Galderma S.A.
- Type: Public
- Traded as: SIX: GALD
- Industry: Dermatology; Pharmaceuticals;
- Founded: 1981; 45 years ago (as a joint venture between L'Oréal and Nestlé)
- Headquarters: Zug, Switzerland
- Key people: Flemming Ørnskov (CEO); Thomas Ebeling (chairman);
- Revenue: US$4.41 billion (2024)
- Owner: Consortium led by EQT AB (2019–2024); Nestle (1981–2019); L'Oréal (1981–2014);
- Number of employees: 6,500 (2024)
- Website: galderma.com

= Galderma =

Swiss pharmaceutical company

Galderma S.A. is a Swiss pharmaceutical company based in Zug that specializes in dermatological treatments and skin care products. Formerly a subsidiary of L'Oréal and Nestlé, it was acquired by a consortium of private institutional investors in 2019 and remained under their ownership until its initial public offering in 2024.

Galderma was formed in 1981 as a joint venture between Nestlé and L'Oréal, and later became a wholly owned subsidiary of Nestlé. The company, headed by president and CEO Flemming Ørnskov (ex-Shire), has 33 sites in 100 countries with a worldwide network of distributors and employs more than 4,600 people.

== History ==

The origins of Galderma date back to 1961 and the founding of the Owen dermatology company in Dallas, Texas, USA by M. Owen.

In 1979, Hans Schaefer founded the International Center for Dermatological Research (CIRD) in Sophia Antipolis, with the support of the CEO of L'Oréal, François Dalle, who wanted to diversify his cosmetic research into the drug sector. At the same time, Nestlé, which also had ambitions in dermatology bought the Owen laboratory.

L'Oréal and Nestlé formed a joint venture in 1981 and created Galderma (CIRD became Galderma R&D).
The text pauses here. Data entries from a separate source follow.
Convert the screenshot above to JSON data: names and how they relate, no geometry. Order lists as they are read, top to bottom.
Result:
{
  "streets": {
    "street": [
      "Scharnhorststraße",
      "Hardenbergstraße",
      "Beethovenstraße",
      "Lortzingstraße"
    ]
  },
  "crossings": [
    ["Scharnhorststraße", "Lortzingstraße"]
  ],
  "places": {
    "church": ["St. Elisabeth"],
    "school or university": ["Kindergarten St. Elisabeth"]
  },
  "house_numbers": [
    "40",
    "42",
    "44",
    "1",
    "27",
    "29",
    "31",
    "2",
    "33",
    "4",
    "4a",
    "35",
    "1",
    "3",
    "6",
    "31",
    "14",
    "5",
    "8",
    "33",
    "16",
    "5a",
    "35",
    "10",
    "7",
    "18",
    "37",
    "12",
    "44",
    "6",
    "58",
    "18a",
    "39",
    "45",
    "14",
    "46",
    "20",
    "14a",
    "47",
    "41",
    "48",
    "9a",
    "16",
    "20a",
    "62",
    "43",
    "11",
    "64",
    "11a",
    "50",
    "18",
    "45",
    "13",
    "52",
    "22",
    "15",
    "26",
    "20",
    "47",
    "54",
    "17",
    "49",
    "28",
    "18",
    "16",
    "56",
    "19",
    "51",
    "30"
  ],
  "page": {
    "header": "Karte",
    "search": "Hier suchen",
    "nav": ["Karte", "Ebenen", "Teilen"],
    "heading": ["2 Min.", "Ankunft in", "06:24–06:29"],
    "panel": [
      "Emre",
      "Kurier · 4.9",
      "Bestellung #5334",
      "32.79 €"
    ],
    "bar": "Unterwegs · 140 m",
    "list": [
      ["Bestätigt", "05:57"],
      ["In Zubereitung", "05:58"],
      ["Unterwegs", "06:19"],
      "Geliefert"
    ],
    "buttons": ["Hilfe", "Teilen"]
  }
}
Galderma expanded by specializing in the research, development, and commercialization of products for dermatology (skincare) patients. It reached a significant size, with 38 subsidiaries present in 100 countries in the 2010s. It diversified into aesthetic medicine products with the botulinum toxin Azzalure, a field in which it strengthened in 2010 with the acquisition of the Swedish medical device company Q-Med.

Nestlé bought back all the shares from L'Oréal in 2014, creating a new unit of Nestlé group called Nestlé Skin Health. The transaction had a value of €3.1 billion (US$4.23 billion) and was paid for by Nestlé with 21.2 million L'Oréal shares.

In 2019, Nestlé sold Galderma for $10.2 billion to a consortium comprising the EQT VIII fund, Luxinva (a wholly owned subsidiary of Abu Dhabi Investment Authority), PSP Investments and other institutional investors. Since then, it has been the largest independent dermatology company in the world.

Galderma bought California-based Alastin, a firm specializing in specialist skincare products, for an undisclosed price in November 2021.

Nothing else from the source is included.